In Study 1 we identify a functional neuronal ensemble in the IL involved in the control of alcohol seeking behavior, using a chemo-genetic inactivation method. In Study 2 we demonstrate that IL neuronal ensembles involved in alcohol and saccharin seeking are highly overlapping, but also contain reward specific components by using retrograde tracing techniques in combination with a novel two-reward operant task. In Study 3 we develop an advanced methodological framework for measuring neuronal ensemble activity during an operant reward seeking task using in-vivo calcium imaging. By using viral mGluR2 knockdown techniques, Study 4 and 5 establish an IL mGluR2 deficit as a common pathological mechanism for excessive alcohol seeking and impaired cognitive flexibility.

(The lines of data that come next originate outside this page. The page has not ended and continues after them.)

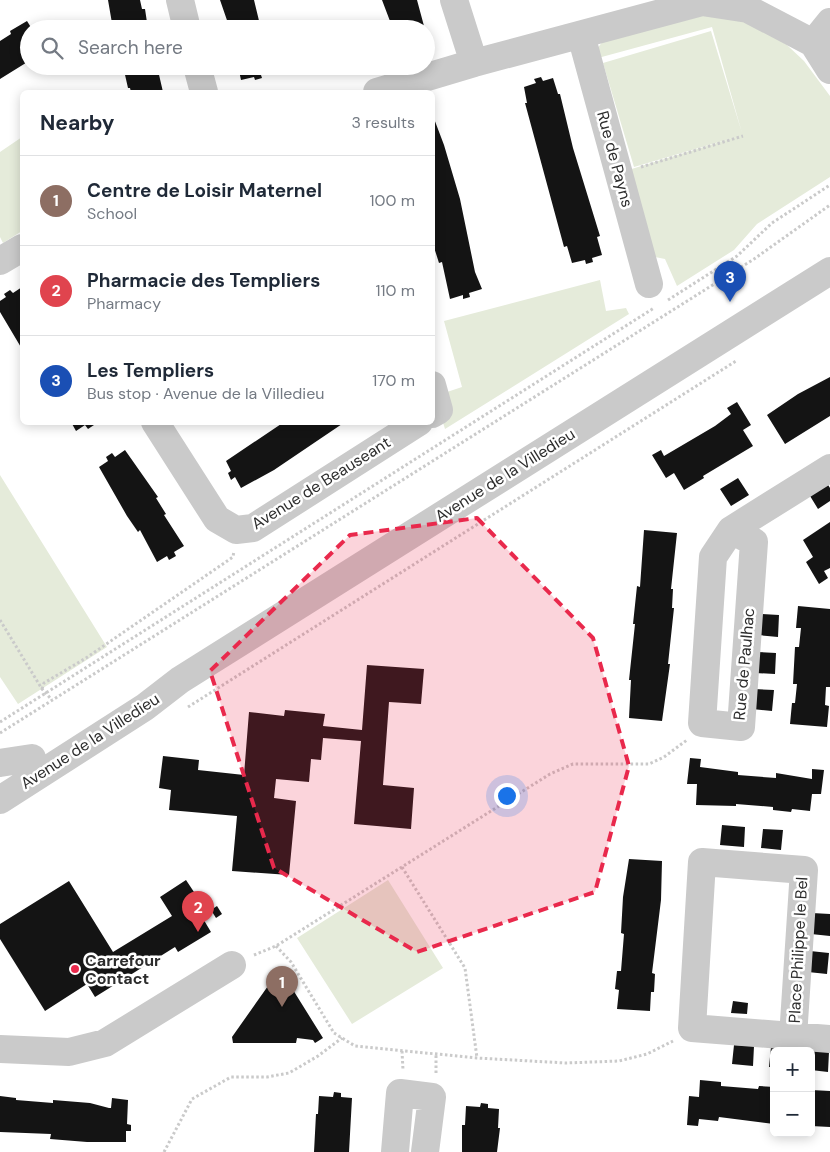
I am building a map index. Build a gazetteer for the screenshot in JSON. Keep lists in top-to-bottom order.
{
  "streets": {
    "street": [
      "Rue de Payns",
      "Avenue de la Villedieu",
      "Avenue de Beauseant",
      "Rue de Paulhac",
      "Place Philippe le Bel"
    ]
  },
  "places": ["Carrefour Contact"],
  "page": {
    "search": "Search here",
    "heading": ["Nearby", "3 results"],
    "list": [
      {
        "mark": "1",
        "name": "Centre de Loisir Maternel",
        "note": "School",
        "value": "100 m"
      },
      {
        "mark": "2",
        "name": "Pharmacie des Templiers",
        "note": "Pharmacy",
        "value": "110 m"
      },
      {
        "mark": "3",
        "name": "Les Templiers",
        "note": "Bus stop · Avenue de la Villedieu",
        "value": "170 m"
      }
    ],
    "pins": ["3", "2", "1"],
    "map_buttons": ["+", "−"]
  }
}
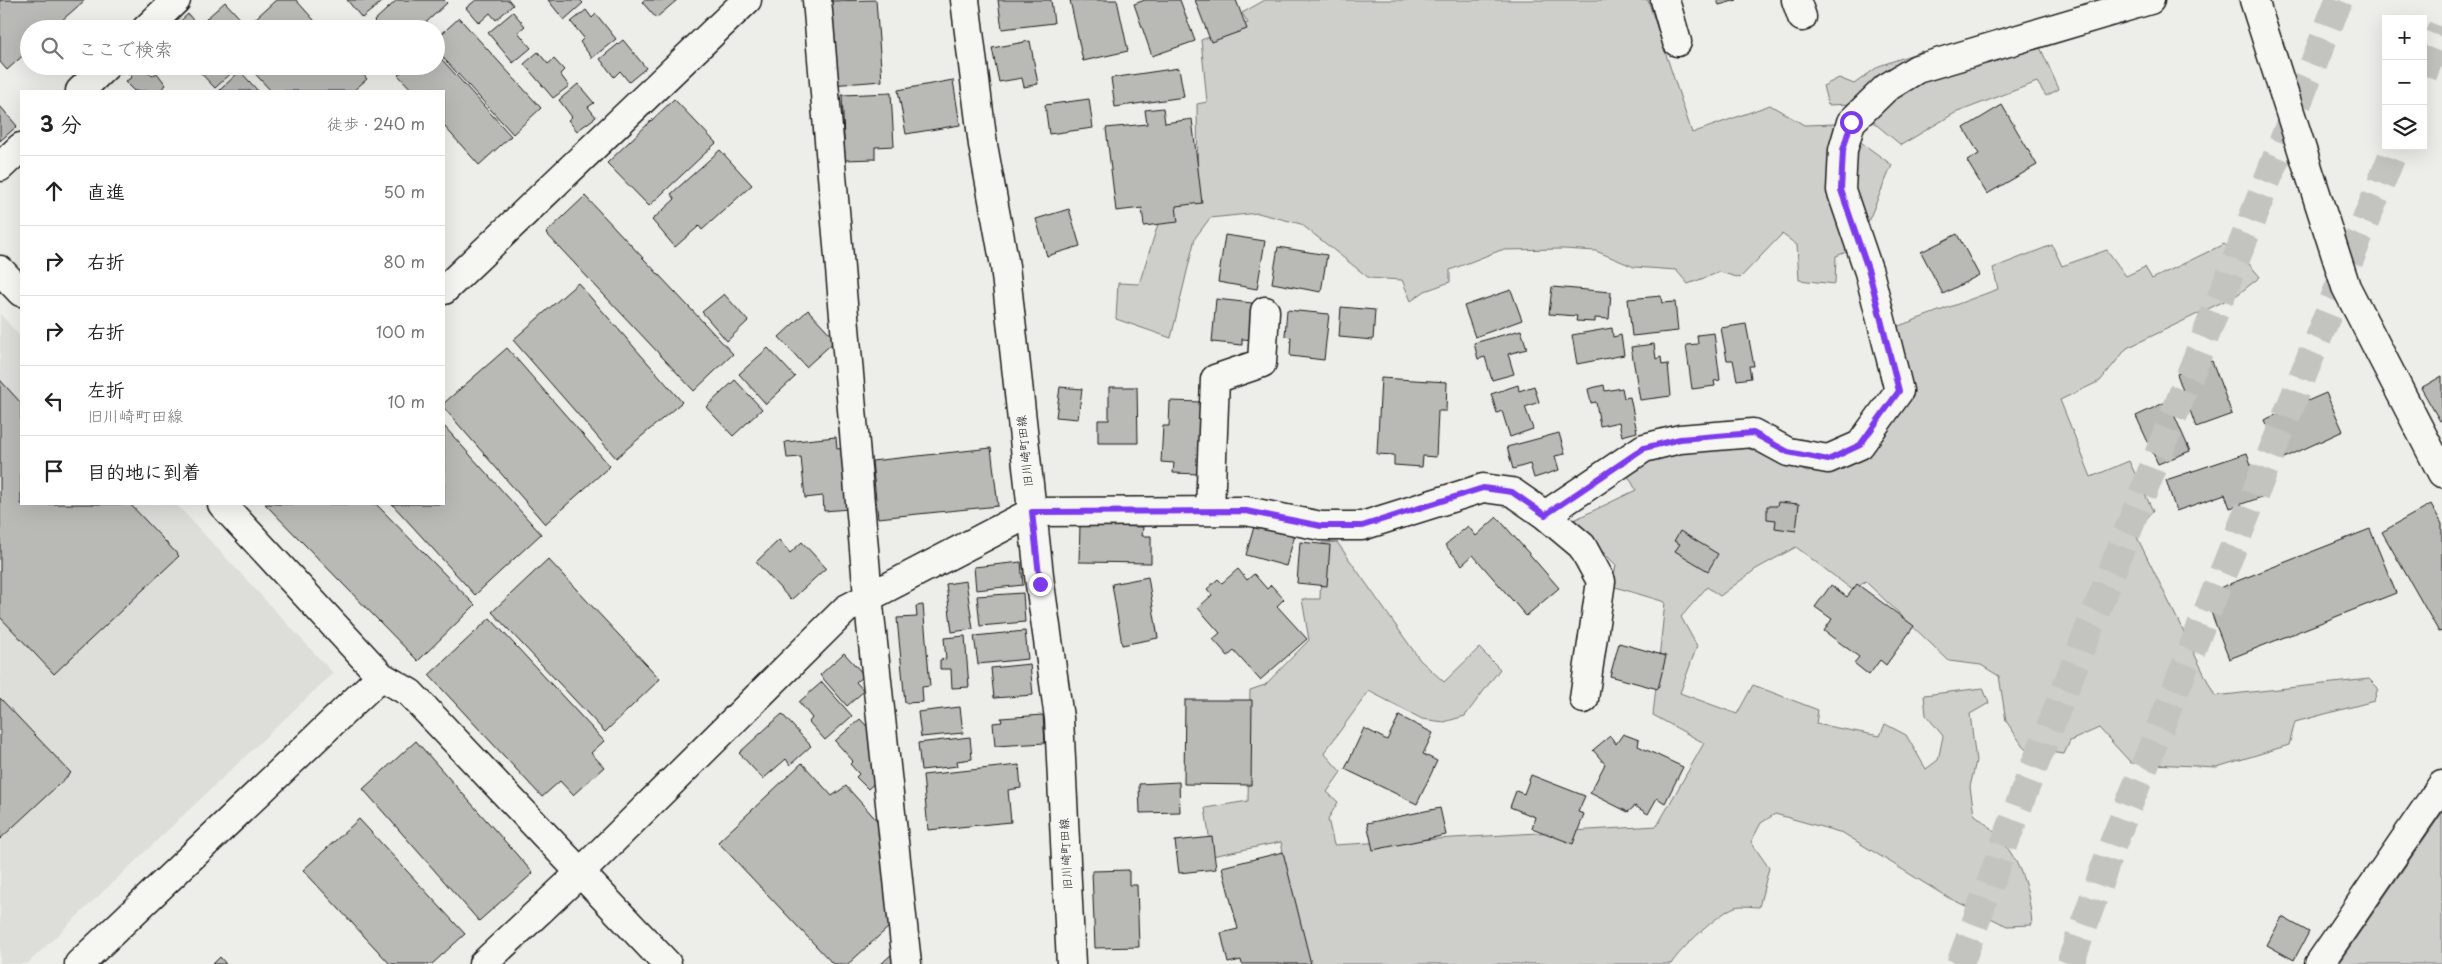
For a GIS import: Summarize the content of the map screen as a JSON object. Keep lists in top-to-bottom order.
{
  "streets": {
    "street": ["旧川崎町田線"]
  },
  "page": {
    "map_buttons": ["+", "−"],
    "search": "ここで検索",
    "heading": ["3 分", "徒歩 · 240 m"],
    "list": [
      ["直進", "50 m"],
      ["右折", "80 m"],
      ["右折", "100 m"],
      ["左折", "旧川崎町田線", "10 m"],
      "目的地に到着"
    ]
  }
}
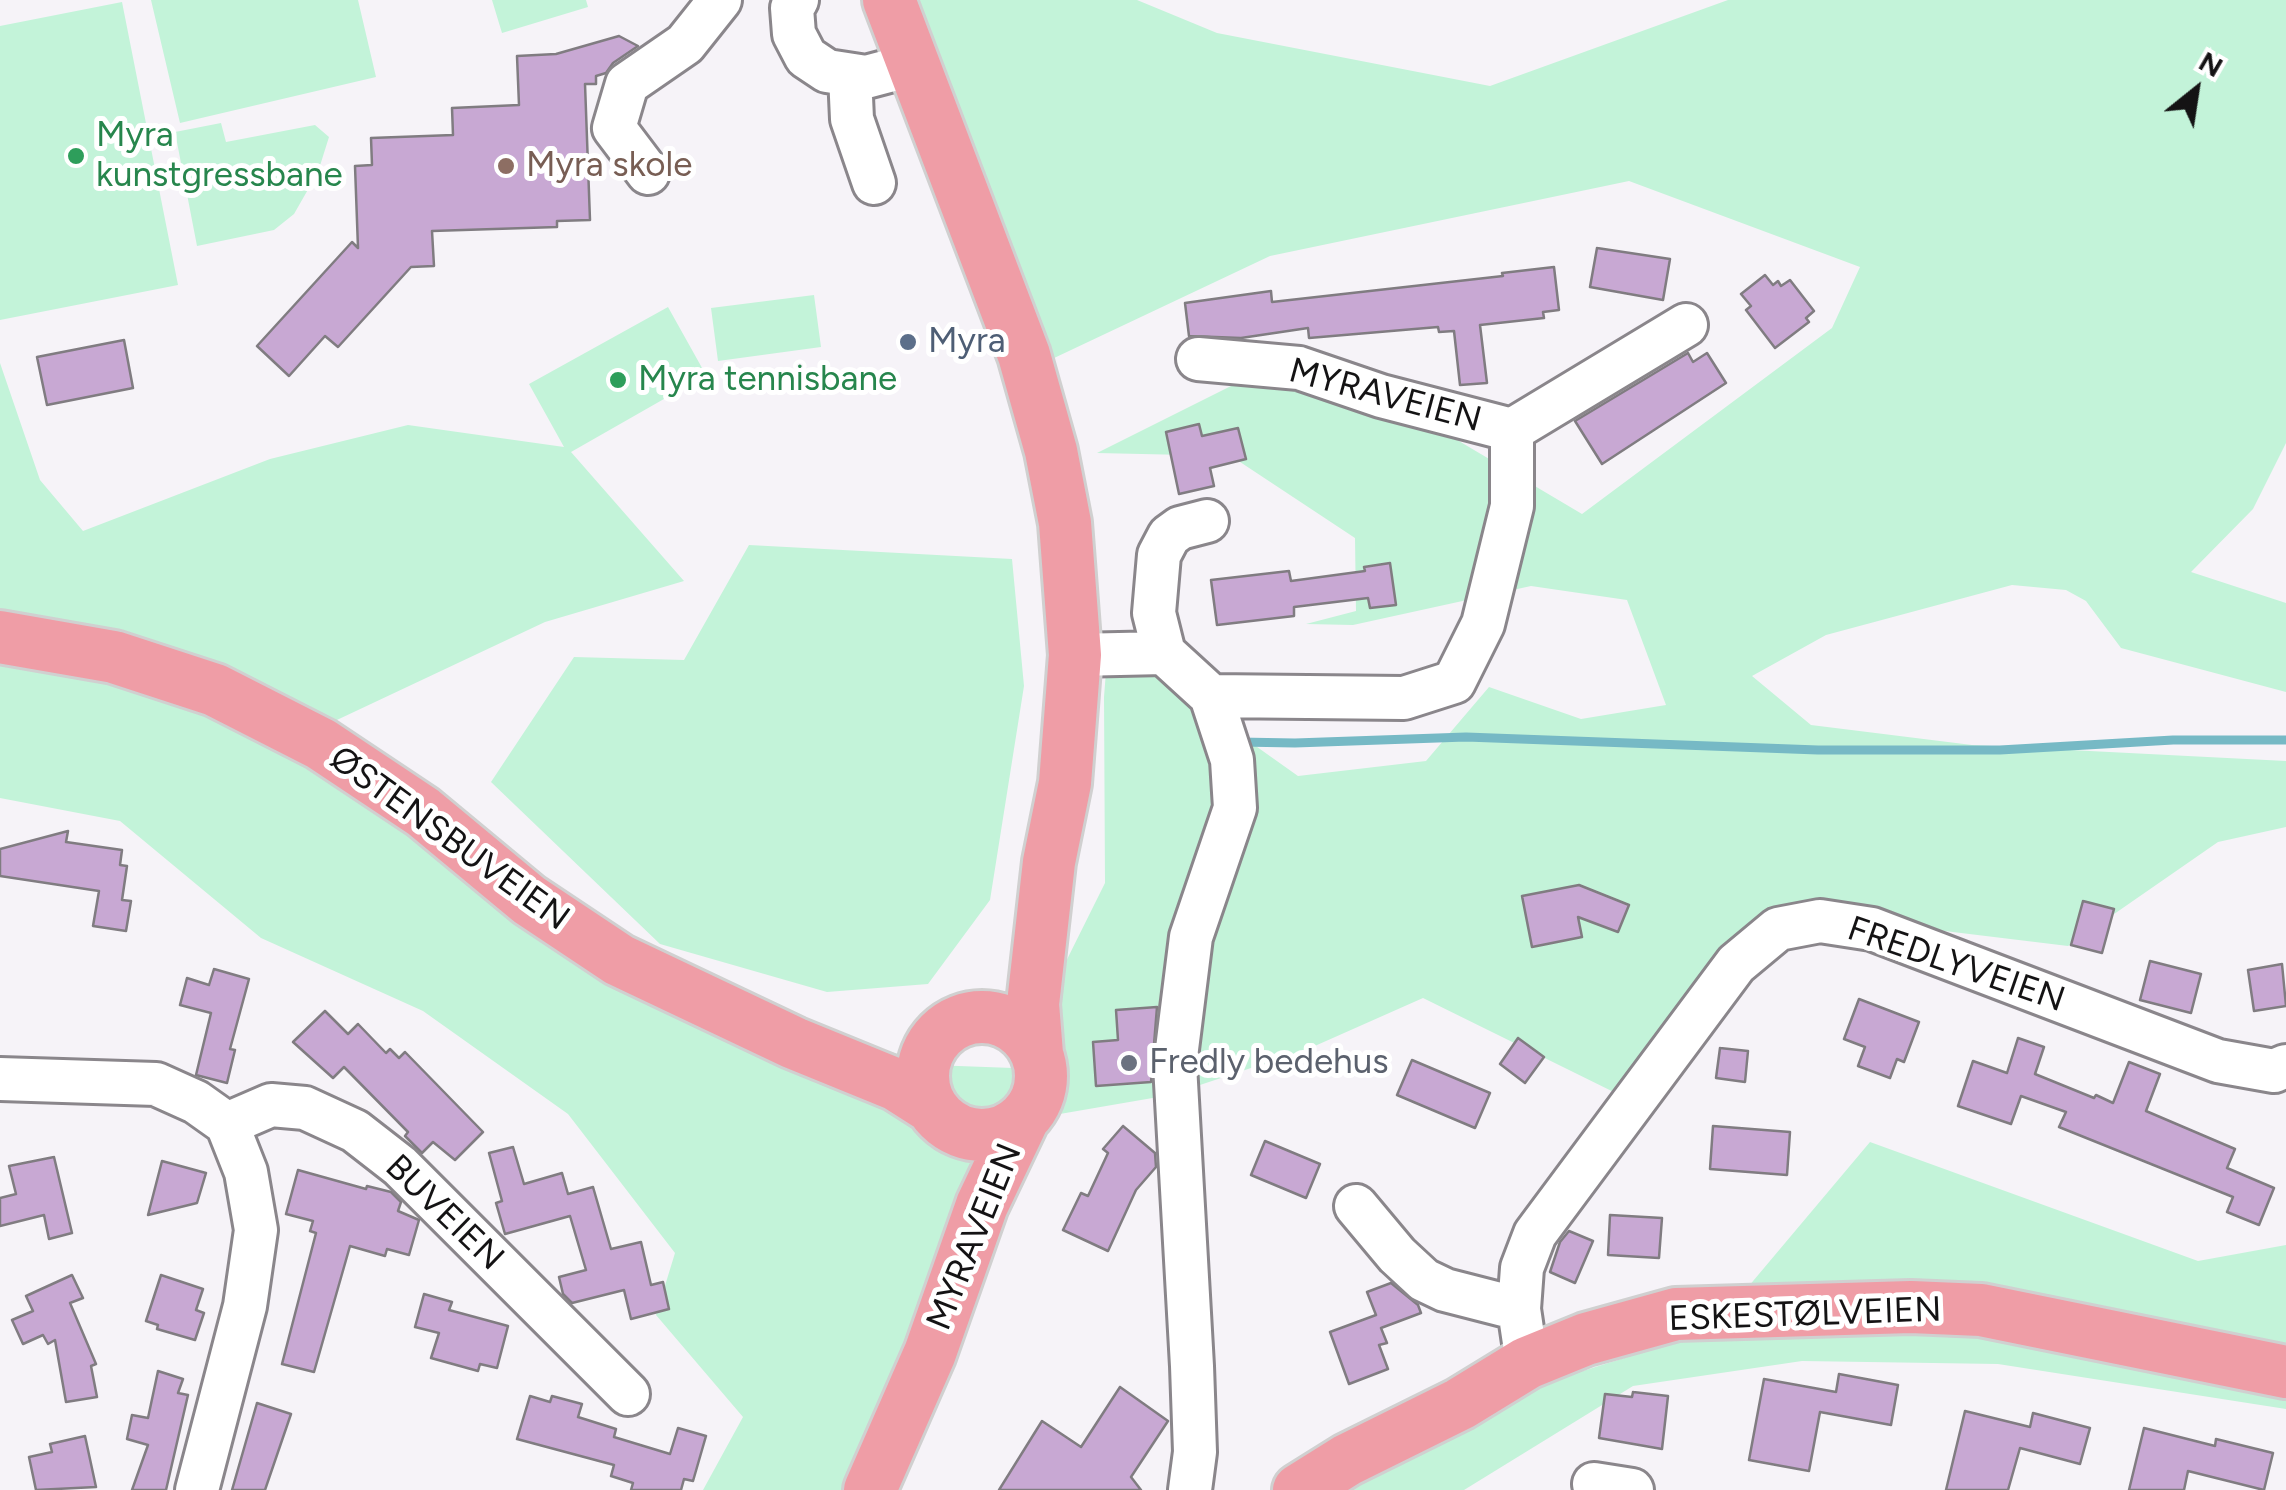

In summary, the results of this thesis provide important insights into the function and organization of neuronal ensembles involved in reward seeking. Possible changes of organization and function of neuronal ensembles in pathological conditions, like addiction, should be addressed in future studies. Furthermore an IL mGluR2 deficit is established as a common pathological mechanism for excessive alcohol seeking and impaired cognitive flexibility, thus leading to a deeper understanding of the underlying molecular mechanisms of this frequent comorbidity and providing a promising target for future medication therapies.